Sou arquiteto, formado em Buenos Aires, com parte dos meus estudos realizados em Turim, na Itália, e uma pós-graduação em arquitetura bioclimática em Michoacán, no México. Mas, desde pequeno, sonhava em viver no campo, rodeado pela natureza, por animais e ar puro. Em 2000, junto com minha esposa, começamos a buscar o nosso lugar no mundo. Viajamos pela Patagônia, pela Itália, por diferentes regiões da Argentina e do Uruguai. Até que nos apaixonamos por Nueva Helvecia, no Uruguai, a apenas 45 minutos de Buenos Aires. Ali, restauramos uma antiga vinícola de 1880 e a transformamos numa pousada rural chamada La Vigna. Enquanto continuava atuando como arquiteto, fui me apaixonando cada vez mais pela vida no campo: hortas, animais, queijos… Comecei com algumas ovelhas e uma cabra, fazendo queijos para amigos, familiares e os turistas da pousada. O que começou como um hobby, 22 anos depois, virou uma paixão e um estilo de vida. Hoje temos uma queijaria onde produzimos mais de 30 tipos de queijos, usando leite de vacas jersey, ovelhas e cabras, com técnicas europeias e criações próprias. Nossa fazenda tem apenas 35 hectares, é 100% orgânica, e temos orgulho de levar nossos queijos aos melhores restaurantes e lojas especializadas do Uruguai — e, em breve, da Argentina também.

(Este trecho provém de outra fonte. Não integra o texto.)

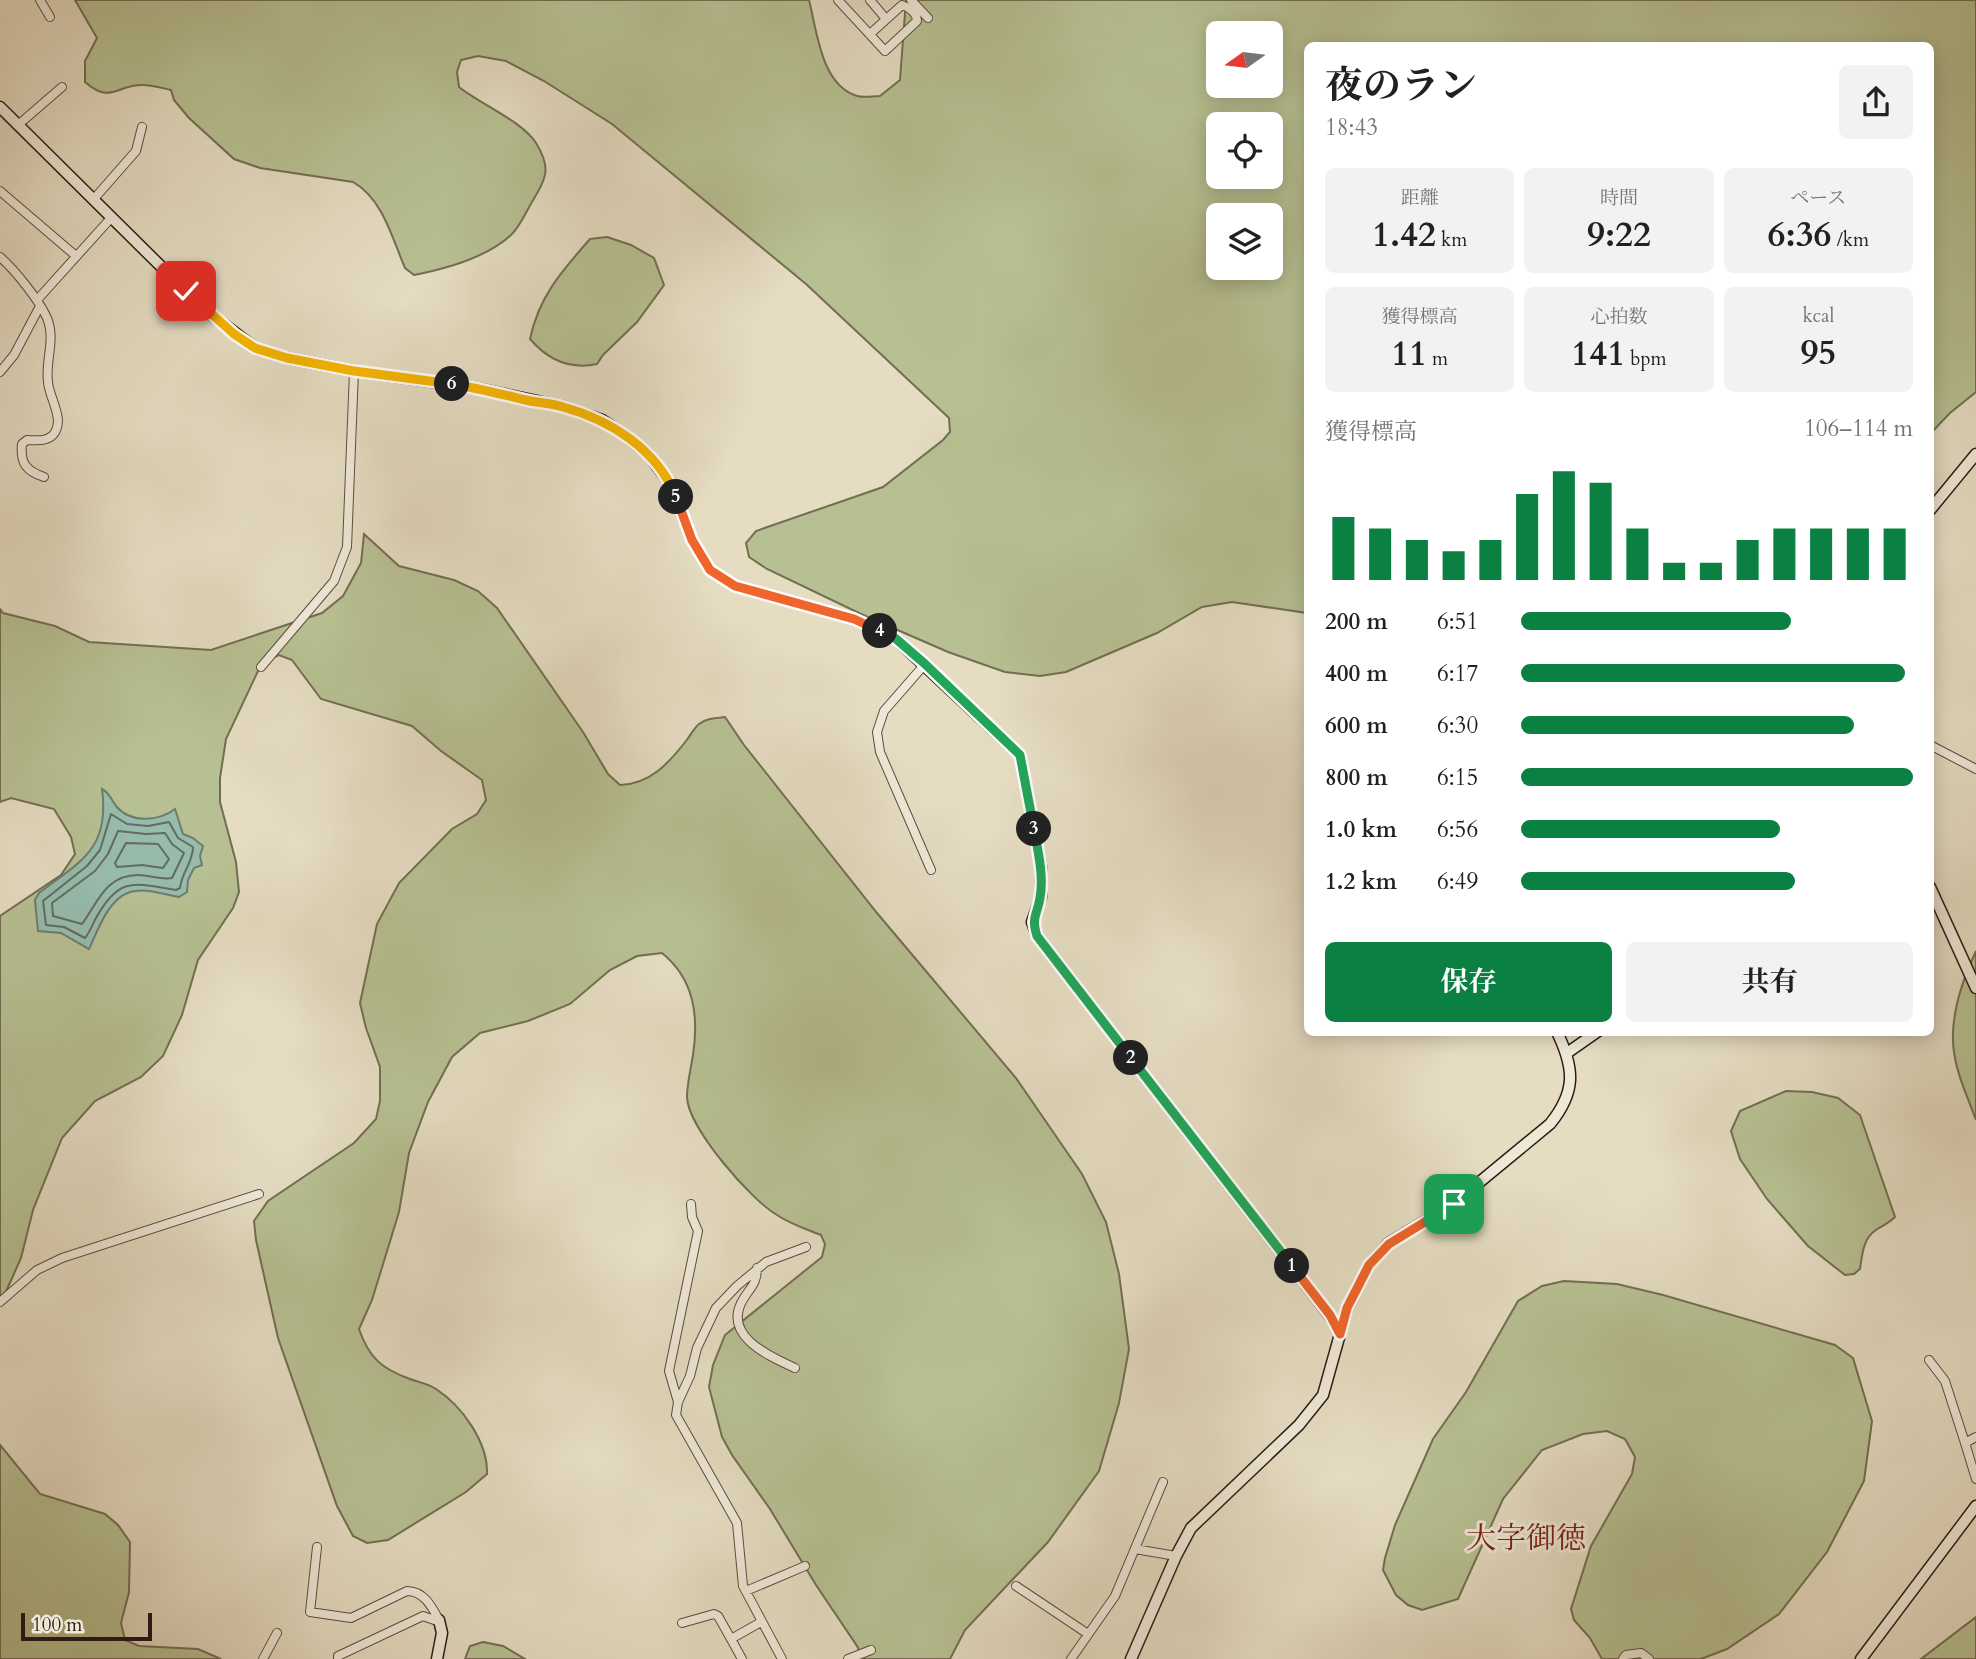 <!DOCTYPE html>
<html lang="ja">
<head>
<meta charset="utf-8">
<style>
  body { margin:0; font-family:Cardo,"Noto Serif JP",serif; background:#f2f2f2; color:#202124; height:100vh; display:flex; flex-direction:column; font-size:26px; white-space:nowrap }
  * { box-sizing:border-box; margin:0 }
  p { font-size:23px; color:#757577 }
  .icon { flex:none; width:38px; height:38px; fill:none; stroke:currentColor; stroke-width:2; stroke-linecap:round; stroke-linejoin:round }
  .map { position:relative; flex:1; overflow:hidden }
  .side { position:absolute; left:1304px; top:42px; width:630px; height:994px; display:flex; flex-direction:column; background:#fff; border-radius:10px; box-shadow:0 4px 18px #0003 }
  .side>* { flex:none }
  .needle { width:46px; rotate:256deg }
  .controls { position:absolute; left:1206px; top:21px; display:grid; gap:14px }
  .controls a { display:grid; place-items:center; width:77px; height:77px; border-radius:10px; background:#fff; box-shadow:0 4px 18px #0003; font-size:35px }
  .scale { position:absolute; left:21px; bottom:18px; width:131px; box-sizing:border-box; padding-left:7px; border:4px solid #2e1c12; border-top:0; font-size:19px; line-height:24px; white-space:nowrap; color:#2e1c12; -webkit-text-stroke:5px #eee8d7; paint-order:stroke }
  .pin { position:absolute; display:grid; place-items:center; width:60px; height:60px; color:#fff; margin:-30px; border-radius:14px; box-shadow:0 4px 10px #0006 }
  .km { position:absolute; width:35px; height:35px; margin:-18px; border-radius:50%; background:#222; color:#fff; font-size:19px; line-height:35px; text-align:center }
  .round { display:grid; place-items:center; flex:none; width:74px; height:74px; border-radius:10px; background:#f2f2f2 }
  .overview { display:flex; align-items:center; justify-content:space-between; height:119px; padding:0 21px }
  h1 { font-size:38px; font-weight:700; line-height:52px }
  .figures { display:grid; grid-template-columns:repeat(3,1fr); gap:10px; height:119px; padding:7px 21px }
  .figures div { display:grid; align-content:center; border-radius:10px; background:#f2f2f2; text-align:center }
  .figures b { font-size:35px; font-weight:700 }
  .figures small { font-size:19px; font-weight:400 }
  .figures p { font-size:19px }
  .chart { height:196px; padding:14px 21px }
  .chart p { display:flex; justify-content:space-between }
  .chart svg { width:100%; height:126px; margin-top:7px; stroke:#0b8043; stroke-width:6 }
  .action { display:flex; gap:14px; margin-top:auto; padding:14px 21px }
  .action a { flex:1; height:80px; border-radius:10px; background:#0b8043; color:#fff; font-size:28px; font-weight:700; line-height:80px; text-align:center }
  .action a+a { background:#f2f2f2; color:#202124 }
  ul { padding:0 21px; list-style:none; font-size:23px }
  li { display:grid; grid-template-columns:112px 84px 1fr; align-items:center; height:52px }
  li i { height:18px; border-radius:9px; background:#0b8043 }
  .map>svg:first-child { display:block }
</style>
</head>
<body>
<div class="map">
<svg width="1976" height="1659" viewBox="0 0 1976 1659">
  <rect width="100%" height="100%" fill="#e5dcc2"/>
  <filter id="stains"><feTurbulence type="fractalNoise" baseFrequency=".00286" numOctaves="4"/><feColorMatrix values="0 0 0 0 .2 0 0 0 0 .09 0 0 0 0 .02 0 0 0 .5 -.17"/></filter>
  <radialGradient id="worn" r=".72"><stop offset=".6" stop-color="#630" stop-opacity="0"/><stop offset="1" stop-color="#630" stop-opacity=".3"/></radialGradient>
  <path fill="#b7c092" stroke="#726e52" stroke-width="2" fill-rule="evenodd" d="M75 0H809C817 31 821 85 857 96 864 98 873 96 880 96L900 80 906 0H1976V392L1950 413 1930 434V46H1307V613L1232 602 1202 607 1157 633 1066 672 1040 676 1005 672 948 652 861 614 767 569 749 557 746 543 756 531 883 487 943 440 950 432 949 418 806 284 612 124 544 81 506 61 478 56 461 60 457 72 459 87C480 104 522 121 536 143 552 169 546 178 532 202 526 212 520 226 512 234 488 257 445 269 414 275L405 268C392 238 383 199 353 182L260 168 234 159 189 118 174 100 171 90C162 88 152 85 143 85 117 84 111 105 85 82V61L97 38ZM1218 33H1270V86H1218ZM1218 124H1270V177H1218ZM1218 215H1270V268H1218Z
    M607 237 631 245 654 258 664 285 637 322 603 355 597 364C569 370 548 360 530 339 539 296 562 271 590 239Z
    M364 534 399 566 454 580 478 591 497 608 583 732 608 774 620 785C650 784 668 764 686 741 690 736 694 728 699 724 707 718 716 718 725 717L744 745 877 913 1016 1078 1082 1174 1106 1222 1119 1274 1129 1349 1119 1403 1099 1471 1048 1542 965 1630 950 1659H863L857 1646 816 1585 770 1509 732 1455 722 1437 709 1387 713 1365 725 1335 822 1257 825 1244 821 1235C806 1229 790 1224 777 1215 751 1200 688 1128 687 1097 687 1084 691 1068 693 1055 699 1015 694 979 662 953L637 956 610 970 570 1004 528 1021 480 1033 452 1057 428 1102 409 1153 399 1212 372 1300 359 1329C369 1358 382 1369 410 1379 418 1382 429 1384 436 1389 462 1406 488 1442 487 1474L466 1492 388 1540 367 1543 353 1536 337 1506 278 1338 256 1240 254 1221 268 1201 354 1143 376 1119 380 1101V1067L366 1028 360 1003 377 924 399 883 452 829 477 814 486 800 482 780 441 751 412 726 321 699 292 660 279 655 264 662 258 671 226 739 220 778V802L236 862 239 892 233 908 198 960 182 1015 163 1056 141 1077 95 1101 62 1138 33 1210 21 1258 0 1305V916L61 875 75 854 71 837 54 809 11 798 0 802V609L3 613 55 626 89 642 211 650 322 613 343 596 361 563Z
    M1976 951V1120C1968 1098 1957 1075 1954 1052 1949 1019 1962 981 1976 951Z
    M1786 1091 1812 1092 1838 1098 1860 1115 1895 1217C1888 1224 1883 1225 1876 1230 1863 1238 1862 1256 1860 1269L1854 1274 1845 1275 1808 1246 1767 1199 1740 1159 1731 1131 1740 1111Z
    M1564 1281 1617 1284 1663 1295 1835 1345 1853 1358 1872 1421 1864 1481 1827 1552 1779 1614 1727 1649 1701 1659H1602L1590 1638 1574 1620 1571 1609 1591 1546 1632 1474 1635 1457 1625 1439 1607 1431 1583 1434 1542 1450 1503 1499 1458 1599 1422 1610 1408 1605 1396 1595 1383 1570 1385 1558 1395 1525 1433 1439 1466 1392 1518 1301 1542 1286Z
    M0 1445 40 1494 105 1514 118 1525 130 1542 129 1592 121 1623 125 1640 139 1646 198 1649 221 1659H0Z
    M1976 1617V1659H1921Z
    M483 1642 503 1646 525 1659H465L470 1646Z"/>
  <path fill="#97bcad" stroke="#6d7c6f" stroke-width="2" d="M102 789C110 793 111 800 116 806 130 823 158 822 175 809L183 834 193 838 203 846 200 856 202 865 194 868 188 880 187 892 179 897C165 895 144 887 130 892 108 899 98 930 89 949L61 933 38 931 35 900 39 893C81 861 110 849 102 789Z"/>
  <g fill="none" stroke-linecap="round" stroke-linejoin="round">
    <path stroke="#626c60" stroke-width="2" d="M111 814 127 824 148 826 169 822 178 838 193 847C193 863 182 871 180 888L176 890C134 883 119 876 96 918 92 925 90 932 85 938L64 927 46 925 43 901 87 866 100 850Z
      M118 831 146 834 165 833 172 844 184 853 172 878C161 880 149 875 138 875 106 875 98 902 82 924L53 916 52 903 95 871 108 854Z
      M126 843 158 844 169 859 163 868 142 865 117 867 115 863Z"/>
    <g stroke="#5c4c3e" stroke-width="10">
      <path id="street" d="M40 0 50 17
        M838 0 885 51 917 21C917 13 909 7 902 5L870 34
        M870 0 886 19
        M911 0 928 18
        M18 125 62 87
        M0 191 76 256
        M93 200 136 151 142 127
        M0 257C15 270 39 300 47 318 56 340 45 360 48 382 49 398 66 420 53 435 46 442 36 440 27 440L22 444C20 463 26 471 44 477
        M37 300 111 218
        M0 372 14 355 40 306
        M925 664 884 711 877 732 880 752 931 870
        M261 667 334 581 347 547 354 371
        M1930 745 1976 769
        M757 1268C757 1283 751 1287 744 1298 720 1335 769 1356 795 1368
        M0 1302 37 1270 62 1258 259 1194
        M1929 1360 1945 1381 1965 1443
        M678 1402 669 1371 698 1231 692 1217 691 1204
        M1976 1437 1965 1443 1976 1479
        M317 1547 310 1612 351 1618 407 1591C424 1591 432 1607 439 1620
        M1135 1549 1176 1556
        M1016 1586 1088 1634
        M746 1591 805 1566
        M682 1623 714 1614 718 1616 731 1639 761 1622
        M731 1639 742 1659
        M263 1659 277 1633
        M338 1659V1656L423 1616 440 1622
        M782 1659 743 1586 737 1523 676 1415 678 1402 690 1376 697 1348 716 1308 737 1286 766 1262 806 1247
        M848 1659 871 1650
        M1071 1659 1115 1596 1163 1482
        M1623 1659 1626 1655 1641 1653 1649 1659"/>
    </g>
    <g stroke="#2e1c12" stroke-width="13">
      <path id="secondary" d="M0 107 205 310 255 348 287 358 354 371 476 388 561 406 602 420 626 436 648 454 670 483 692 540 710 570 735 586 854 619 895 638 1020 755 1041 867V897L1032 922 1037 936 1330 1316 1340 1334
        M1930 510 1976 454
        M1930 887 1976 988
        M1567 1053 1597 1032
        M437 1659 442 1633 439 1620
        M1131 1659 1176 1556 1191 1528 1299 1425 1323 1395 1347 1309 1369 1265 1389 1243 1453 1204 1550 1124C1576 1092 1575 1069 1557 1032
        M1861 1659 1976 1506"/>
    </g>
    <use href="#street" stroke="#eee8d7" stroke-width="8"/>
    <use href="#secondary" stroke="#eee8d7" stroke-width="10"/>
  </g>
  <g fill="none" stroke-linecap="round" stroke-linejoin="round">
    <g stroke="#fff" stroke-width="14">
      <path id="split-1" d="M1292 1266 1330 1315 1340 1334 1347 1308 1369 1265 1389 1244 1454 1204"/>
    </g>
    <g stroke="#fff" stroke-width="14">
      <path id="split-2" d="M1131 1058 1292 1266"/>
    </g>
    <g stroke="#fff" stroke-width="14">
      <path id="split-3" d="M1034 829C1038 851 1044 876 1040 898 1037 916 1031 917 1037 936L1131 1058"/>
    </g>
    <g stroke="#fff" stroke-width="14">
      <path id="split-4" d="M880 631 895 638 925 664 1020 755 1034 829"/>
    </g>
    <g stroke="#fff" stroke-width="14">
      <path id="split-5" d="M676 497 692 540 710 570 735 586 854 619 880 631"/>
    </g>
    <g stroke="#fff" stroke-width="14">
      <path id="split-6" d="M452 384C477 388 501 394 526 400 538 403 551 403 563 407 610 420 657 449 676 497"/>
    </g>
    <g stroke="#fff" stroke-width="14">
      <path id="split-7" d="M186 291 234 334 255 348 287 358 354 371 452 384"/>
    </g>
    <use href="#split-1" stroke="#f0652b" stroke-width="9"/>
    <use href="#split-2" stroke="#22a559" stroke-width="9"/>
    <use href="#split-3" stroke="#22a559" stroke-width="9"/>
    <use href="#split-4" stroke="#22a559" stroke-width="9"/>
    <use href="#split-5" stroke="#f0652b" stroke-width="9"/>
    <use href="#split-6" stroke="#f5b400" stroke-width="9"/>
    <use href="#split-7" stroke="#f5b400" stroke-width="9"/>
  </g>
  <g text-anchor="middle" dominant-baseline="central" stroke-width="6" stroke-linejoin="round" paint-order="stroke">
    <g font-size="30" fill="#7a1f14" stroke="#eee8d7">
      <text x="1526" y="1538">大字御徳</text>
    </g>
  </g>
  <rect width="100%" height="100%" filter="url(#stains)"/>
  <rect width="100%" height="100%" fill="url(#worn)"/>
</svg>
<div class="controls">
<a><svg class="needle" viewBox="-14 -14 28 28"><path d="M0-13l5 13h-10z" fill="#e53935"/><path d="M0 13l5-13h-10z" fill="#757577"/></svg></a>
<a><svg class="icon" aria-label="locate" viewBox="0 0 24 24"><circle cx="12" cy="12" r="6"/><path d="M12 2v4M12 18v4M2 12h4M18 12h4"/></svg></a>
<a><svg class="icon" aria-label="layers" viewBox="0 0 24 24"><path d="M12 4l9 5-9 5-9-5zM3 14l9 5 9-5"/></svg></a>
</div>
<div class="scale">100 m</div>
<div class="pin" style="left:1454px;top:1204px;background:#1e9e55"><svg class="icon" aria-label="arrive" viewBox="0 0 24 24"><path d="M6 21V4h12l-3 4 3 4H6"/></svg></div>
<div class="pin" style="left:186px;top:291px;background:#d93025"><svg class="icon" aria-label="check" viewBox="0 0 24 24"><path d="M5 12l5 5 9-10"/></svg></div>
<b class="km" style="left:1292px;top:1266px">1</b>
<b class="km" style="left:1131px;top:1058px">2</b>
<b class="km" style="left:1034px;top:829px">3</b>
<b class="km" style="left:880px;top:631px">4</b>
<b class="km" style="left:676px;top:497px">5</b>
<b class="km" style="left:452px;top:384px">6</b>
<section class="side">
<div class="overview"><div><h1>夜のラン</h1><p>18:43</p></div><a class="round"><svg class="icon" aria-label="share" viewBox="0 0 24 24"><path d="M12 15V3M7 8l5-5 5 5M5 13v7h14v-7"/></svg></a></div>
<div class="figures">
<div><p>距離</p><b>1.42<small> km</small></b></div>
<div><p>時間</p><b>9:22</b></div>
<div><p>ペース</p><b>6:36<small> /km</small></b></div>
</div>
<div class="figures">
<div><p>獲得標高</p><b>11<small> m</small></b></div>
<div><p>心拍数</p><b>141<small> bpm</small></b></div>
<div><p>kcal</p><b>95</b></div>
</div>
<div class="chart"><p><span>獲得標高</span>106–114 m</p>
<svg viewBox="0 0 160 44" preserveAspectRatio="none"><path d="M5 44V22M15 44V26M25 44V30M35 44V34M45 44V30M55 44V14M65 44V6M75 44V10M85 44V26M95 44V38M105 44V38M115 44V30M125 44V26M135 44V26M145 44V26M155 44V26"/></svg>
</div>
<ul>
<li><b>200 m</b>6:51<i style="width:69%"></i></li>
<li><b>400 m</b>6:17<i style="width:98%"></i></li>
<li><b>600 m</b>6:30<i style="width:85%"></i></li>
<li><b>800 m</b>6:15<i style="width:100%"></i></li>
<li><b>1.0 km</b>6:56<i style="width:66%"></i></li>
<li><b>1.2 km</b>6:49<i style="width:70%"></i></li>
</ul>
<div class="action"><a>保存</a><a>共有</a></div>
</section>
</div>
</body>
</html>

E como você vê o futuro do queijo artesanal no mundo?
O mercado do queijo artesanal está crescendo em todo o mundo — e de forma exponencial desde a pandemia, quando as pessoas começaram a se preocupar mais com o que comem, buscando produtos menos industrializados, mais naturais e com história. Tudo que remete a ofícios antigos está em alta: vimos isso com a cerveja artesanal, com os vinhos naturais, com o pão de fermentação natural… e agora com os queijos. As grandes indústrias ainda existem e têm seu público, mas há cada vez mais jovens voltando às fazendas de seus avós para resgatar saberes, produzir com respeito e cuidar da biodiversidade. Recebo muitas mensagens de leitores que querem aprender, que pedem dicas, que compartilham suas criações. Isso me enche de esperança.

Tem novidades para o futuro?
Atualmente, além de trabalhar na segunda edição do meu livro e expandir nossa queijaria no Uruguai, estou envolvido em um projeto fascinante em Mendoza, na Argentina, onde vamos produzir leite de altitude com vacas autóctones, em parceria com uma vinícola tradicional. A ideia é fazer queijos de montanha, ao estilo alpino, mas nos Andes. Também estou assessorando pequenos produtores e — quem sabe — talvez em breve nasça um microprojeto de queijos autorais nas lindas Serras Gaúchas. Mas isso… é assunto para uma próxima edição.